Why People Don't Read Your Blog

Of course, just like perfect ballet technique (or feet), this technology is but a tool which can be used well or badly. An interested, knowledgeable, enthusiastic human still has to fill the blog with interesting and relevant information, and they have to do it regularly. Think about the websites you visit often: how many haven't posted any new information in a while?

They also have to do it with a sense of earnestness and authenticity that reflects the company and its place in the community. The last thing anyone wants to read is some sanitized, cookie-cutter template that tries to be everything to everyone. You are an integral part of your community. What is your unique identity in your community?

So there it is in an extra-large nutshell: how blog sites can help ballet (and other dance) companies. If you know of any other ballet company blog, feel free to send the link our way, and we'll add it to our list.

Wednesday, August 1, 2007

Company: 2007-2008 Prelude

It's 7 PM in Santa Barbara. The humidity must be well over 80 percent, and the warm temperature and sweating bodies are constant reminders of summer in full swing. At Gustafson Dance's studios, Ravel's Bolero starts pounding out its relentless rhythm as dancers scramble to the front of the dance floor for the second week of rehearsals preparing to kick off State Street Ballet's 2007-2008 season.

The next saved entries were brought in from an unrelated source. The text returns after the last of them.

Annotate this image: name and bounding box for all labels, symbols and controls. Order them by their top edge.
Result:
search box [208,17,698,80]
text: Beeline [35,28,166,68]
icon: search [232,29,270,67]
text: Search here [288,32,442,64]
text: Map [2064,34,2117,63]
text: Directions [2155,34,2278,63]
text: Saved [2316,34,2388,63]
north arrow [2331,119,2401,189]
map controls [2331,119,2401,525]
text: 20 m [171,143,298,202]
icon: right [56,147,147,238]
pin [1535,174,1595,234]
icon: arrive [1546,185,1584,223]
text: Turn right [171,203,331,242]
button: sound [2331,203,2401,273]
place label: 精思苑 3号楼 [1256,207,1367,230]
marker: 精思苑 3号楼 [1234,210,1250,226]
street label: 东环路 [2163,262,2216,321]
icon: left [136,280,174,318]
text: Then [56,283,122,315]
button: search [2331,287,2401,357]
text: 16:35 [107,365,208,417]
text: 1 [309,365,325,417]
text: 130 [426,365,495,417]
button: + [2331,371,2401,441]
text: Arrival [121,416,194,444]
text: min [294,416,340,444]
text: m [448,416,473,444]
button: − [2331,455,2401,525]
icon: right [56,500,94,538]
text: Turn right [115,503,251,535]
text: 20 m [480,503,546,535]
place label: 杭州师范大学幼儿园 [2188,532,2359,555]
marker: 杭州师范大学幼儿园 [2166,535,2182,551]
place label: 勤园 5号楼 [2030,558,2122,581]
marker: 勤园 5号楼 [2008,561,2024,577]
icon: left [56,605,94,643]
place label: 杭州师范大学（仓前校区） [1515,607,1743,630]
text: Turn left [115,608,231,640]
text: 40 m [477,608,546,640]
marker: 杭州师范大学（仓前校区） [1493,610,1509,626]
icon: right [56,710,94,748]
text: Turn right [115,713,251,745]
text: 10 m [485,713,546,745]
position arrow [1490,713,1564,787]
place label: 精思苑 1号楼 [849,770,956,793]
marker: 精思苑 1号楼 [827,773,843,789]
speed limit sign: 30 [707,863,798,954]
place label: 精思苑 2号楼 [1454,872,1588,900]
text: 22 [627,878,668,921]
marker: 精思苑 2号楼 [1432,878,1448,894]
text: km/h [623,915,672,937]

Gary McKenzie rehearses Dana Young in Rodney Gustafson's Bolero

In two days, on August 3rd, SSB performs its Snow White and the Seven Dwarves at its annual fall Redlands Bowl performance. On Sunday, August 5, SSB helps celebrate Santa Barbara's Fiesta week by performing Rodney Gustafson's Bolero at the Sunken Garden of the Santa Barbara Courthouse in the Fiesta finale, starting at 8 PM.

Two more weeks of rehearsal, and the dancers will be performing William Soleau's full-length Carmen at the Ford Amphitheatre in Hollywood on August 17 at 8 PM. This new full-length Carmen will later make its Santa Barbara debut on October 19, opening SSB's home season.


Many dancers will be rehearsing two or three different parts set to completely different music, sometimes all in one night. The heat's sweltering. Rehearsals run late into the night, but everyone's glad to be back: friends are reunited, new dancers are welcomed, and the dances are coming together.

Gary McKenzie rehearses Leila Drake, Terez Dean, new apprentice Angela Rebelo, Alyson Mattoon, and Dana Young in Bolero

Be sure to join us for an exciting new season of State Street Ballet by subscribing to our performances. We have several exciting things in store for you this season, and this blog will be the first to let you know about them.

Sunday, June 17, 2007

Company: Where in the world is our Artistic Director?

What do you get if you combine the skills and talents of a professional ballet dancer with the knowledge and schooling of an MBA-level education? If you add to that the iron stomach to consistently balance razor-thin budgets for 15 years, and the energy and enthusiasm to find and meet current and prospective donors at all hours of the day and night, you'll find someone approaching the modern-day Artistic Director (AD) of a professional ballet company, like Rodney Gustafson, founder and AD of State Street Ballet.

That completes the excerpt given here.